With my book Walk Like a Man, I didn't overwrite. (Well, no more than normal, I suppose. After all, what's twenty thousand words between friends?) Given the nature of the book—short essays on fourteen songs, plus a biography; liner notes for a mixtape, I've called it—it was easy to keep myself in check.
The tricky part came earlier. Trying to come up with a playlist that spoke to both the dictates of my memory and the requirements of the book I had in mind meant a lot of songs got left behind. The culling process was several stages long—the first set of "essential" songs would have required several mix tapes and multiple hundreds of thousands of words. So I listened to the songs again, and read the lyrics, and listened some more, and culled again. And again. And finally, I had twenty songs. Which was still about ten too many. So I fudged it a bit. Rather than a ten song mixtape, I have a fourteen song mixtape (and a book). Which left six tracks—and their unwritten chapters—behind. Here are those tracks, with videos, and a hint of what was left behind.
“Spirit in the Night”
Growing up in Agassiz, you were limited as to what you might do to occupy your time as a teenager. Friday and Saturday nights, if the weather was good, we'd head down to the river, as generations had done before us. “Spirit in the Night” captures that wild, head-out-the-window, fingers-in-the-cake intensity of being young and alive and free, all at once. It also captures the darkness that those nights sometimes developed into, in the same way that lives sometimes tend toward darkness and entropy.
(One of the first books I ever bought on my own was T. Coraghessan Boyle's Greasy Lake and Other Stories. I recognized a fellow Tramp when I saw one, and anyone who would name a short story after the spot where the partiers are headed in “Spirit in the Night” was worth at least a look. I bought that book at Book City on Bloor in the fall of 1986, on my first trip to Toronto, along with a collection of Kafka's short stories.)
“She's The One”
When I was fifteen, sixteen years old, my heart was an open wound. The combination of hormones and romantic idealism was brutal and exhilarating, draining and enlivening, all at once. Girls, though, didn’t seem to have quite the same level of interest in me that I had in them.
My buddy Greg and I spent a lot of long summer days on the beach, listening to what we called, dripping with sarcasm, “woman hating music”: songs that underscored the desire, the yearning we were feeling with a hard edge of loss and distance. We didn’t hate women, of course; we hated the self-imposed helplessness which we blamed on them. “She’s The One,” with lines like . . .

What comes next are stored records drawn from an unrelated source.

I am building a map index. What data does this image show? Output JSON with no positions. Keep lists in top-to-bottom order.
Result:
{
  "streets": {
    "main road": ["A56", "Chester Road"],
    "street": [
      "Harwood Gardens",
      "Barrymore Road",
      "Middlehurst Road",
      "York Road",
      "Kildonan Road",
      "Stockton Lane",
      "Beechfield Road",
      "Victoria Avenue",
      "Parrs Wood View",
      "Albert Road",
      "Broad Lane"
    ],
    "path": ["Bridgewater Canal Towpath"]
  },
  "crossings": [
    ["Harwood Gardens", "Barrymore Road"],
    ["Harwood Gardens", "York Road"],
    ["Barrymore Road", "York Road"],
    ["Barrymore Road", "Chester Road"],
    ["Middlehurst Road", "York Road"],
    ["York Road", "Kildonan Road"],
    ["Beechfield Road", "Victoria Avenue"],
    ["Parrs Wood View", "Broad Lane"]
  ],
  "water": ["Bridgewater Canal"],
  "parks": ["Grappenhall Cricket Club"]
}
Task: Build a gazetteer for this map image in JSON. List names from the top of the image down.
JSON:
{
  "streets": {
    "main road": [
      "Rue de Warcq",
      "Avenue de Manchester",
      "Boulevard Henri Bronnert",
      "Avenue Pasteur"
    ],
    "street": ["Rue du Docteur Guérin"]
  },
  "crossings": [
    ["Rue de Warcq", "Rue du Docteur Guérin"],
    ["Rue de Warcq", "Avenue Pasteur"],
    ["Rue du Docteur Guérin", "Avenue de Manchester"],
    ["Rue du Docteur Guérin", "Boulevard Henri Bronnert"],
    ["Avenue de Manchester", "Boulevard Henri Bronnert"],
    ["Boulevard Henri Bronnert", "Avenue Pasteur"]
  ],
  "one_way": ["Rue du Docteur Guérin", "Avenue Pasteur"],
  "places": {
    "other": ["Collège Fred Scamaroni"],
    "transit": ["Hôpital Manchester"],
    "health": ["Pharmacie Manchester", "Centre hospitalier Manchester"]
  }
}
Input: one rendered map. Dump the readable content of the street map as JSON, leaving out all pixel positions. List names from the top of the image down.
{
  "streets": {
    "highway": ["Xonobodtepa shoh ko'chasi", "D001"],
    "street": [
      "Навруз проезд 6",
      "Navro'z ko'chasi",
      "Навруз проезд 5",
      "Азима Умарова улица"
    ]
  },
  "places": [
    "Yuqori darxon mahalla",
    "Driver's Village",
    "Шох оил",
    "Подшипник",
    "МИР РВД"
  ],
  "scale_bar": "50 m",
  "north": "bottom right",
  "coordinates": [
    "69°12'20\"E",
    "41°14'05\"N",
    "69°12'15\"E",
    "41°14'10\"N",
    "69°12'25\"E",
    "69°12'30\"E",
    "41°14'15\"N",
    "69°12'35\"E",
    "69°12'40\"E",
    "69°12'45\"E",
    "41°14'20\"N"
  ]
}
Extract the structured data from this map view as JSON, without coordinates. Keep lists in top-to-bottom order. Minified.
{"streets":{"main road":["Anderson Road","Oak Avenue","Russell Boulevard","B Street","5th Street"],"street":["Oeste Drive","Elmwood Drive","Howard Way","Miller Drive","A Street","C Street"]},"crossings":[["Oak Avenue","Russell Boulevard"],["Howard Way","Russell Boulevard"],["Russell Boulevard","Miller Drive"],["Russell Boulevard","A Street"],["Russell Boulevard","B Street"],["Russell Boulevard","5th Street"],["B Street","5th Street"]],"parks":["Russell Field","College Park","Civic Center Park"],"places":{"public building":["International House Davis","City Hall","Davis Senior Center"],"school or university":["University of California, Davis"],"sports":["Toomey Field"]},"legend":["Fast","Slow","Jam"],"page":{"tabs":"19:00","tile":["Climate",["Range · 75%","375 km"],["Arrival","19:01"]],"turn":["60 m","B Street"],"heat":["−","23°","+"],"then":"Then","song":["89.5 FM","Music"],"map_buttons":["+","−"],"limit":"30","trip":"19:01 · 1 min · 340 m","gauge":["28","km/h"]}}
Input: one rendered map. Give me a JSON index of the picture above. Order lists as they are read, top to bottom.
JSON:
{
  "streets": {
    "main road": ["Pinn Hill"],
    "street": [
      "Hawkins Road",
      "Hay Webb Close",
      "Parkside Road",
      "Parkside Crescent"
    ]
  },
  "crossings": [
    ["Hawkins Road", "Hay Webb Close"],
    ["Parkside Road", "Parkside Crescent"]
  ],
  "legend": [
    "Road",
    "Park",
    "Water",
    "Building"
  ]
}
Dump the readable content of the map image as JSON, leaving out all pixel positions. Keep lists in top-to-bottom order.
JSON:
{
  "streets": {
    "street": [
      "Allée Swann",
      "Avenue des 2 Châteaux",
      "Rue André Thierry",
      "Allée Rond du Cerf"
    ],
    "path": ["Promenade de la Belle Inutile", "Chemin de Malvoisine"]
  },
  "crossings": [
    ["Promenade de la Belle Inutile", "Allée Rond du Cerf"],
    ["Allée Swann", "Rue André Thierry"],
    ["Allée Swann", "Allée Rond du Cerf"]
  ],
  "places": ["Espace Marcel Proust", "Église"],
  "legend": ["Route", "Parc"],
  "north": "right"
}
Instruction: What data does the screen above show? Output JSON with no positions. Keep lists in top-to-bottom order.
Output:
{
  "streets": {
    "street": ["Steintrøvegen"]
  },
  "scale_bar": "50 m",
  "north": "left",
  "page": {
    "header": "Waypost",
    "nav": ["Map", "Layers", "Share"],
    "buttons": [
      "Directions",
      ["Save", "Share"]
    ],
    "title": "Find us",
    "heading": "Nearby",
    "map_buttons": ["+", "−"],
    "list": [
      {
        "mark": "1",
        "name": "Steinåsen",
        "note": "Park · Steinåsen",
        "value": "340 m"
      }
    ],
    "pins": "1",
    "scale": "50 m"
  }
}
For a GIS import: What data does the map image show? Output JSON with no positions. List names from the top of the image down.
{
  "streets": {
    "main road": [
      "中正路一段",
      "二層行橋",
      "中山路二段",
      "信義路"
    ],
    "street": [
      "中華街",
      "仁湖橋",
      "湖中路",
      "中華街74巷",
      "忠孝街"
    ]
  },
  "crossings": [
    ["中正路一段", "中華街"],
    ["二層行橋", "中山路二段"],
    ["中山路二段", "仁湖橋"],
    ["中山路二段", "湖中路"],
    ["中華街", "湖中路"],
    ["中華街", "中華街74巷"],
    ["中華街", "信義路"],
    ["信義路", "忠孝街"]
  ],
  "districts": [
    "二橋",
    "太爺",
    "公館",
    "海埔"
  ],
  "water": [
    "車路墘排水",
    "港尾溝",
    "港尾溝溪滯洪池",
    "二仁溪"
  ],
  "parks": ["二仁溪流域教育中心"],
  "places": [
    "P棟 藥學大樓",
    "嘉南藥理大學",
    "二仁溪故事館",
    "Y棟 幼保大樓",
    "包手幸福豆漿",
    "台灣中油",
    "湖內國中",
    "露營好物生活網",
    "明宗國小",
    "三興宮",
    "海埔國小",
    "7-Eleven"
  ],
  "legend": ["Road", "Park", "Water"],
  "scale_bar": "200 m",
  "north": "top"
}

With her soft french cream
Standing in that doorway like a dream
I wish she'd just leave me alone
Because french cream won't soften them boots
And french kisses will not break that heart of stone
. . . was pitch-perfect.
"Point Blank”
The first time my heart was broken, I retreated up to Greg’s bedroom, laid down on his bed, and listened to . . . God, I can’t believe I’m going to admit this. Can I just state, first, that I was young, and second, it was the 80s? That doesn’t really justify it, but it does, I suppose, explain at least what I’m going to say next. Heartbroken, I laid down on Greg’s bed, put on his headphones, and listened to . . . Phil Collins’ “In the Air Tonight.” I know, I know. Talk about adding insult to injury.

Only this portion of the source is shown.